EXERCISE INSTRUCTIONS:
From the very first line of the data to the line containing "--surface:#171b24; --page:#20242c; --text:#f1f3f6;", retype everything exactly, leaving the pictures behind.

INPUT RECORDS:

►

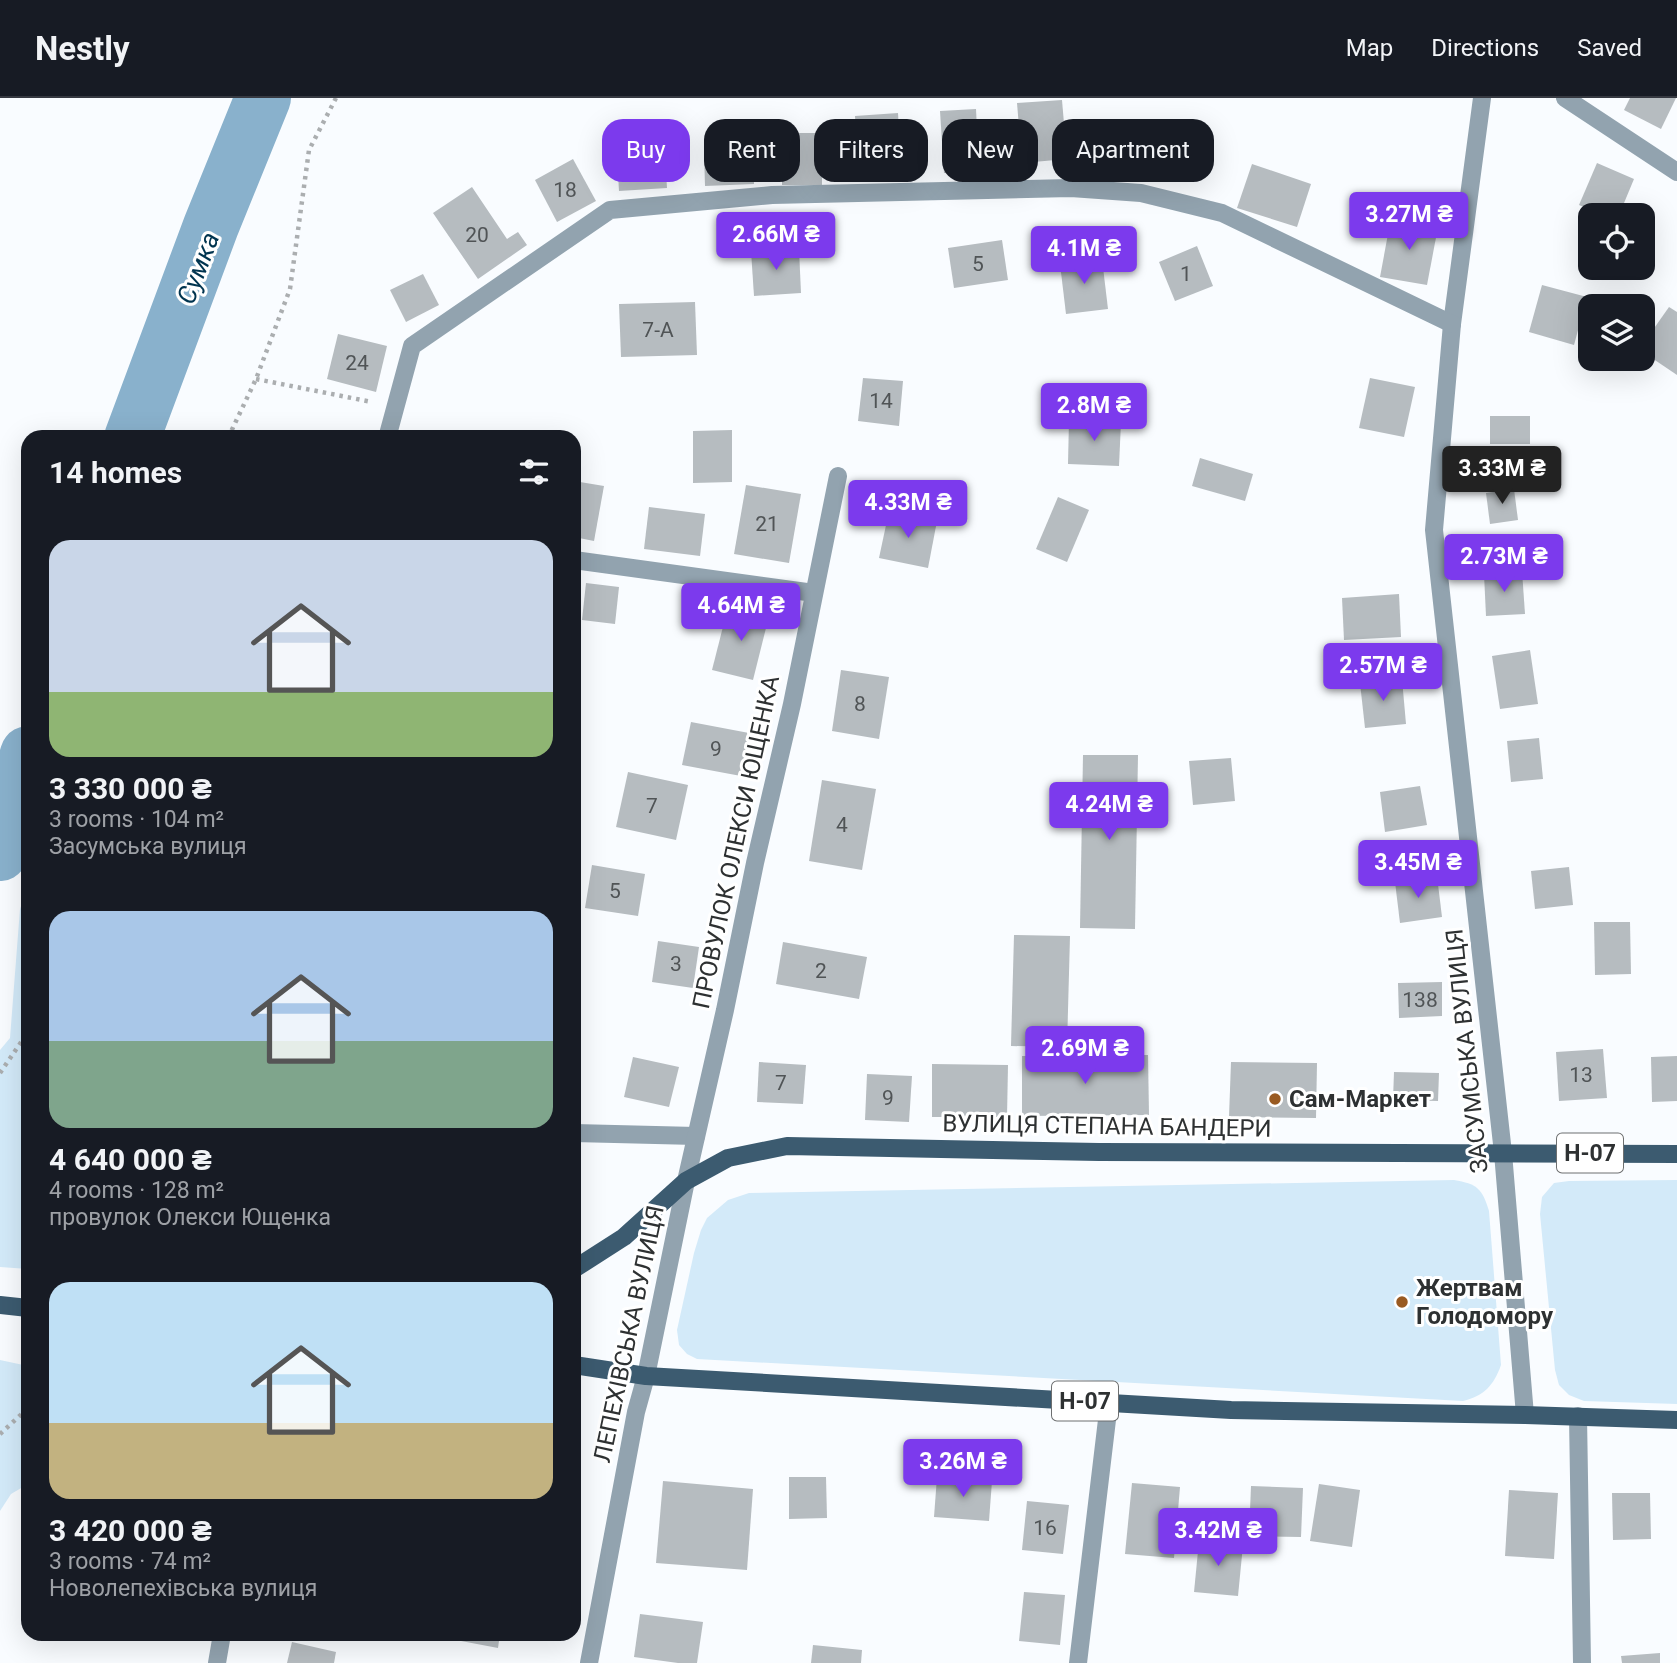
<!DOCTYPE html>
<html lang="en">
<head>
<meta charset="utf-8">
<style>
	:root { --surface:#171b24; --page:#20242c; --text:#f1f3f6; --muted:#9ea1a6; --line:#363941; --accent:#7c3aed }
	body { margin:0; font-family:Roboto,sans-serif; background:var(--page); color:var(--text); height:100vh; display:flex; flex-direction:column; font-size:26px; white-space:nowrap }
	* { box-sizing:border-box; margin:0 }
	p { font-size:23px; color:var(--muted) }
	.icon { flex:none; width:38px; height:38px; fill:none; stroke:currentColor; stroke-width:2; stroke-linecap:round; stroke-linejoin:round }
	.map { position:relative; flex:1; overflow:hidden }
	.details { position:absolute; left:21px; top:332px; width:560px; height:1211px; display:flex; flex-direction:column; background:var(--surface); border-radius:21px; box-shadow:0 7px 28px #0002 }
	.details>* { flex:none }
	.guide { position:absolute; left:602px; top:21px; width:665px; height:63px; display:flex; gap:14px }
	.tools { position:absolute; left:1578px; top:105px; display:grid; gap:14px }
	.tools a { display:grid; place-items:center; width:77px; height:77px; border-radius:14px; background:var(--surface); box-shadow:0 7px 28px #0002; font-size:35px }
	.price { position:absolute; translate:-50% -60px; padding:0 16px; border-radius:7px; background:var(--accent); color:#fff; font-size:23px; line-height:46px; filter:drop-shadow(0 2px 4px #0008) }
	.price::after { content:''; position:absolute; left:50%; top:42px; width:21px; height:16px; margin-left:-10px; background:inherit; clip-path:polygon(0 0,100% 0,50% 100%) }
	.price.active { background:#222; color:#fff }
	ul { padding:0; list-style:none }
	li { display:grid; align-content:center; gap:14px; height:371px; padding:0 28px }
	li span { display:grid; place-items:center; height:217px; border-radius:21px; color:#555 }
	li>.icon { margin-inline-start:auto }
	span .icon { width:126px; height:126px; fill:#fffc; stroke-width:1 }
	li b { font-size:30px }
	h2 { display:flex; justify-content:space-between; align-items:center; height:84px; padding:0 28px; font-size:30px }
	.chip { padding:0 24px; border-radius:21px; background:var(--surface); box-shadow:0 7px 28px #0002; font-size:24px; line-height:63px }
	.chip.active { background:var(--accent); color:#fff }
	header { display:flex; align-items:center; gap:42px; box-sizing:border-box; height:98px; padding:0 35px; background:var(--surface); border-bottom:2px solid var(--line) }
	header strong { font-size:33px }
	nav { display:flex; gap:38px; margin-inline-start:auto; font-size:24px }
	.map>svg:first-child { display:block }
	.green { fill:#d3eaf9 }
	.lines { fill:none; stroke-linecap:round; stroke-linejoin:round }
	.river { stroke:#89b1cc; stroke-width:56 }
	.building { fill:#b6bcc0 }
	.path { stroke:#abaeb0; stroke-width:4.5; stroke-dasharray:3.5 5; stroke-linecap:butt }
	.minor { stroke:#92a3af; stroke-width:18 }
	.major { stroke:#3c5b70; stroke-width:18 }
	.poi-dot { fill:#995a21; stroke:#fff; stroke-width:2.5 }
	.labels { text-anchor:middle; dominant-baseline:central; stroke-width:6; stroke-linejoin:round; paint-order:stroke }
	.number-label { font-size:21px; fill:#505456 }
	.shield { fill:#fff; stroke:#6d6f70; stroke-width:2 }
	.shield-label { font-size:23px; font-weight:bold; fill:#2e3132 }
	.street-label { font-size:24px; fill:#2e3132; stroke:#fff }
	.poi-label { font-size:24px; font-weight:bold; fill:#2e3132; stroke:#fff; text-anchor:start }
	.water-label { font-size:26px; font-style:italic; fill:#00344f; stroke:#fff }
</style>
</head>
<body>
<header>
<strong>Nestly</strong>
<nav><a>Map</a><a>Directions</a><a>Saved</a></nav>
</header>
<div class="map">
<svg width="1677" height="1565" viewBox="0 0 1677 1565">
	<rect width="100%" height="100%" fill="#f9fcff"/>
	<g class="green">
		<path d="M28 789V1171L0 1169V952L10 940 20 811Z"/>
		<path d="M1454 1082C1477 1086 1482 1090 1489 1113L1501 1267C1494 1287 1484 1298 1463 1303L697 1261 687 1256 679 1247 677 1232 694 1155 701 1132 707 1120 728 1102 749 1095Z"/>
		<path d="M1677 1082V1306L1584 1303 1569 1297 1559 1287 1555 1272 1540 1116 1542 1099 1554 1085 1569 1083Z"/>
		<path d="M0 1262 28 1268V1386L11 1396 0 1413Z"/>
	</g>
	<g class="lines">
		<g class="river">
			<path d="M132 340 211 128 263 0"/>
			<path d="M0 755 28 656"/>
		</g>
	</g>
	<g class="building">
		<path d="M1630 0H1676L1661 31 1624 12Z"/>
		<path d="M1062 2 1067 61 1022 65 1017 5Z"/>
		<path d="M976 11 979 73 944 75 940 13Z"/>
		<path d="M898 15 901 69 858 71 855 18Z"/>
		<path d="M663 21 667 90 619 93 615 24Z"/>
		<path d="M1164 31 1165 74 1111 76 1110 33Z"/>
		<rect x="782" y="35" width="40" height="52"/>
		<path d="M753 51 754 86 705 88 704 52Z"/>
		<path d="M573 61 596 103 557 124 535 82Z"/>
		<path d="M1597 65 1634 81 1619 117H1603L1579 107Z"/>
		<path d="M1252 66 1311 86 1297 129 1237 110Z"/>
		<path d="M472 89 507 141 518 134 527 147 478 181 433 115Z"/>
		<path d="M1391 120 1438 129 1427 187 1380 179Z"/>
		<path d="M1002 142 1008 182 954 190 948 150Z"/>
		<path d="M1197 148 1213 188 1175 203 1159 164Z"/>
		<path d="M799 151 801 195 754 198 751 153Z"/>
		<path d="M1102 161 1108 211 1066 216 1060 166Z"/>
		<path d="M423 176 439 207 406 224 390 192Z"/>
		<path d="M1542 187 1587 199 1574 247 1529 234Z"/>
		<path d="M695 204 697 257 621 259 619 206Z"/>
		<path d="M1669 209 1677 214V277L1643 254V246Z"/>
		<path d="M338 236 387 248 376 294 327 281Z"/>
		<path d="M863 280 903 283 899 328 858 323Z"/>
		<path d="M1370 280 1415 289 1404 339 1359 330Z"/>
		<rect x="1490" y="318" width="40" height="28"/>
		<path d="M1069 322 1121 324 1119 368 1068 366Z"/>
		<path d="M732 332V384L693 385V333Z"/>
		<path d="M1200 360 1253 376 1245 403 1192 388Z"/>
		<path d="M574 383 604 388 594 443 574 439Z"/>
		<path d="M746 387 801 396 789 465 734 456Z"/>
		<path d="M1514 391 1518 422 1490 426 1486 395Z"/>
		<path d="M1058 399 1089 412 1067 464 1036 451Z"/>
		<path d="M649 409 705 416 700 458 644 451Z"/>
		<path d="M889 413 937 423 928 470 879 460Z"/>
		<path d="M1522 473 1525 516 1486 518 1484 476Z"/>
		<path d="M586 485 619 489 615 526 582 522Z"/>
		<path d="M1399 496 1401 539 1344 542 1342 500Z"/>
		<path d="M728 509 769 518 753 582 712 572Z"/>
		<path d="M1530 552 1538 606 1500 611 1492 558Z"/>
		<path d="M841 572 889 579 879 641 832 633Z"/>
		<path d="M1402 581 1406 626 1365 630 1360 585Z"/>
		<path d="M691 624 749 635 741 678 682 667Z"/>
		<path d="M1539 640 1543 681 1511 684 1507 643Z"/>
		<path d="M1083 657H1138L1135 831 1080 830Z"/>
		<path d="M1231 660 1235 703 1193 707 1189 663Z"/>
		<path d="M628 674 688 687 676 742 616 729Z"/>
		<path d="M822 682 876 691 862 772 809 763Z"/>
		<path d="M1420 688 1427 727 1385 734 1380 694Z"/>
		<path d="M592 767 645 776 638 818 585 810Z"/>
		<path d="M1569 769 1573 807 1535 811 1531 773Z"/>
		<path d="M1437 778 1442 819 1400 825 1395 784Z"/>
		<path d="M1594 824H1630L1631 876 1595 877Z"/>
		<path d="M1014 837 1070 838 1067 949 1011 948Z"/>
		<path d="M658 843 699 849 693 890 652 884Z"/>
		<path d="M783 844 867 859 859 901 776 886Z"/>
		<path d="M1442 884V918L1399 920 1398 885Z"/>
		<path d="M1603 951 1607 1000 1559 1003 1556 954Z"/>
		<path d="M1148 957 1149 1017 1022 1018V958Z"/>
		<path d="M1677 958V1003L1652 1004 1651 959Z"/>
		<path d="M633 959 679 969 669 1009 624 999Z"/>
		<path d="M759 964 806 967 803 1006 757 1004Z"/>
		<path d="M1231 964 1317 965 1316 1020 1229 1019Z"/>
		<path d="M932 966 1008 967 1007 1019H932Z"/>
		<path d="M1394 974 1439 975 1438 1003 1393 1002Z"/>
		<path d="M867 976 912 978 909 1024 865 1022Z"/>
		<path d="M789 1379H826L827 1420 789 1421Z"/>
		<path d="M937 1379 992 1383 989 1423 934 1419Z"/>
		<path d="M663 1383 753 1391 747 1472 656 1465Z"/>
		<path d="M1132 1385 1180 1389 1174 1460 1125 1456Z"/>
		<path d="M1319 1386 1360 1392 1352 1449 1310 1443Z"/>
		<path d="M1251 1388 1303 1390 1301 1439 1249 1438Z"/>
		<path d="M1509 1392 1558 1395 1554 1461 1505 1458Z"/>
		<path d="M1612 1395H1650L1651 1441 1613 1442Z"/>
		<path d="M1027 1403 1069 1407 1063 1456 1022 1452Z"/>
		<path d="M1199 1443 1243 1447 1238 1498 1194 1494Z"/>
		<path d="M1024 1494 1065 1497 1060 1547 1019 1543Z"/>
		<path d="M640 1516 703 1524 697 1565H678L634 1559Z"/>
		<path d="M440 1536H500L498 1550 440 1539Z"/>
		<path d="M292 1544 336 1554 334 1565H287Z"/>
		<path d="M813 1547 862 1552 861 1565H811Z"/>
		<path d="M1660 1555V1565H1622L1621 1558Z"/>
	</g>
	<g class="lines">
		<g class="path">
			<path d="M256 281 372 304"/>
			<path d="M228 340 256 281 290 191 309 52 336 0"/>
			<path d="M0 975 28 934"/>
			<path d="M0 1336 26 1312 28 1286"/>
		</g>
		<g class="minor">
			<path d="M1482 0 1452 226 1434 432 1503 1055 1525 1317"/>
			<path d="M1565 0 1677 74"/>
			<path d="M387 340 412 248 610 112 772 97 987 92 1071 90 1141 95 1222 115 1452 226"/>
			<path d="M574 462 814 495"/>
			<path d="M574 1035 696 1038"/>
			<path d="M1578 1318 1582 1565"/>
			<path d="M217 1565 222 1536"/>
			<path d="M589 1565 636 1314 646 1278 686 1083 725 912 755 765 792 606 838 378"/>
			<path d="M1078 1565 1109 1305"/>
		</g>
		<g class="major">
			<path d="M574 1171 624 1139 686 1083 728 1060 787 1048 1099 1054 1677 1056"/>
			<path d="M0 1207 28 1210"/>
			<path d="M574 1267 646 1278 1231 1312 1525 1317 1677 1322"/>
		</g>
	</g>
	<g class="poi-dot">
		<circle cx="1275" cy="1001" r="7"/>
		<circle cx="1402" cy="1204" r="7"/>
	</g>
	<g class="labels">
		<g class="number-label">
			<text x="565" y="92">18</text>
			<text x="477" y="137">20</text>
			<text x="978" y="166">5</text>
			<text x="1186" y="176">1</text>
			<text x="658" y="232">7-А</text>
			<text x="357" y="265">24</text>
			<text x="881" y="303">14</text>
			<text x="767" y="426">21</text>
			<text x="860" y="606">8</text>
			<text x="716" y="651">9</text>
			<text x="652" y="708">7</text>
			<text x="842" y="727">4</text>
			<text x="615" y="793">5</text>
			<text x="676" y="866">3</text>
			<text x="821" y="873">2</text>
			<text x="1420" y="902">138</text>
			<text x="1581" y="977">13</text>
			<text x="781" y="985">7</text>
			<text x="888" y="1000">9</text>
			<text x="1045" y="1430">16</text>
		</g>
		<g class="shield">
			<rect x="1557" y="1035.5" width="66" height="39" rx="5"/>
			<rect x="1052" y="1283.5" width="66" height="39" rx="5"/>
		</g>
		<g class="shield-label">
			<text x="1590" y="1055">Н-07</text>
			<text x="1085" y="1303">Н-07</text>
		</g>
		<g class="street-label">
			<text transform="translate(736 744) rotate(-78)">ПРОВУЛОК ОЛЕКСИ ЮЩЕНКА</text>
			<text transform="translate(1467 953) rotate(-96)">ЗАСУМСЬКА ВУЛИЦЯ</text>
			<text transform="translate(1107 1028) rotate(1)">ВУЛИЦЯ СТЕПАНА БАНДЕРИ</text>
			<text transform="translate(629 1236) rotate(-78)">ЛЕПЕХІВСЬКА ВУЛИЦЯ</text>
		</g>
		<g class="poi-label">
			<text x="1289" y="1001">Сам-Маркет</text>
			<text x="1416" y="1190">Жертвам<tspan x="1416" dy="28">Голодомору</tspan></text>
		</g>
		<g class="water-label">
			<text transform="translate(198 170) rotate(-69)">Сумка</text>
		</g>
	</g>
</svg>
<div class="tools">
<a><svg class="icon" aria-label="locate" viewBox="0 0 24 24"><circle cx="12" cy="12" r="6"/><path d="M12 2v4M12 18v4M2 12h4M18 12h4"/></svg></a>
<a><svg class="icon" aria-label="layers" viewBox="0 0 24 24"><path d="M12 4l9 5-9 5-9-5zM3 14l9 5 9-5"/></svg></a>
</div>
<b class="price" style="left:1409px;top:154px">3.27M ₴</b>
<b class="price" style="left:776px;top:174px">2.66M ₴</b>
<b class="price" style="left:1084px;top:188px">4.1M ₴</b>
<b class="price" style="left:1094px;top:345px">2.8M ₴</b>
<b class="price active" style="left:1502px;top:408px">3.33M ₴</b>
<b class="price" style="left:908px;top:442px">4.33M ₴</b>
<b class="price" style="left:1504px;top:496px">2.73M ₴</b>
<b class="price" style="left:741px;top:545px">4.64M ₴</b>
<b class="price" style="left:1383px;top:605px">2.57M ₴</b>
<b class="price" style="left:1109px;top:744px">4.24M ₴</b>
<b class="price" style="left:1418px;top:802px">3.45M ₴</b>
<b class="price" style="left:1085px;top:988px">2.69M ₴</b>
<b class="price" style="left:963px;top:1401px">3.26M ₴</b>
<b class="price" style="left:1218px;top:1470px">3.42M ₴</b>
<div class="guide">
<a class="chip active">Buy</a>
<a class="chip">Rent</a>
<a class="chip">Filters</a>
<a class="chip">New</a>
<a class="chip">Apartment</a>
</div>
<section class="details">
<h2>14 homes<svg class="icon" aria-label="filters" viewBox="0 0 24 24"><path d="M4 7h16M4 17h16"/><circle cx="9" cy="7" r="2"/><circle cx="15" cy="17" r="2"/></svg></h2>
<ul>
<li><span style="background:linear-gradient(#c9d6e8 70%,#8fb573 0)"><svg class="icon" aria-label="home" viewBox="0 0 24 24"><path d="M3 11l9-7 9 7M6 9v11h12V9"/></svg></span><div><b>3 330 000 ₴</b><p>3 rooms · 104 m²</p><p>Засумська вулиця</p></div></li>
<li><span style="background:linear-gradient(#a9c7e8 60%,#7fa58c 0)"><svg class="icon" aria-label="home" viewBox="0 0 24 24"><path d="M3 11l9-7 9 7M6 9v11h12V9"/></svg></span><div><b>4 640 000 ₴</b><p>4 rooms · 128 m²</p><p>провулок Олекси Ющенка</p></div></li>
<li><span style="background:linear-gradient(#bfe0f5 65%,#c2b280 0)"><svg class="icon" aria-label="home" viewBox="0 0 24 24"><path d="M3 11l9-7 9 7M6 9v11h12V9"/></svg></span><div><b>3 420 000 ₴</b><p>3 rooms · 74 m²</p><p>Новолепехівська вулиця</p></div></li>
</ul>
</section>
</div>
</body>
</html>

◄

EXERCISE OUTPUT:
<!DOCTYPE html>
<html lang="en">
<head>
<meta charset="utf-8">
<style>
	:root { --surface:#171b24; --page:#20242c; --text:#f1f3f6; --muted:#9ea1a6; --line:#363941; --accent:#7c3aed }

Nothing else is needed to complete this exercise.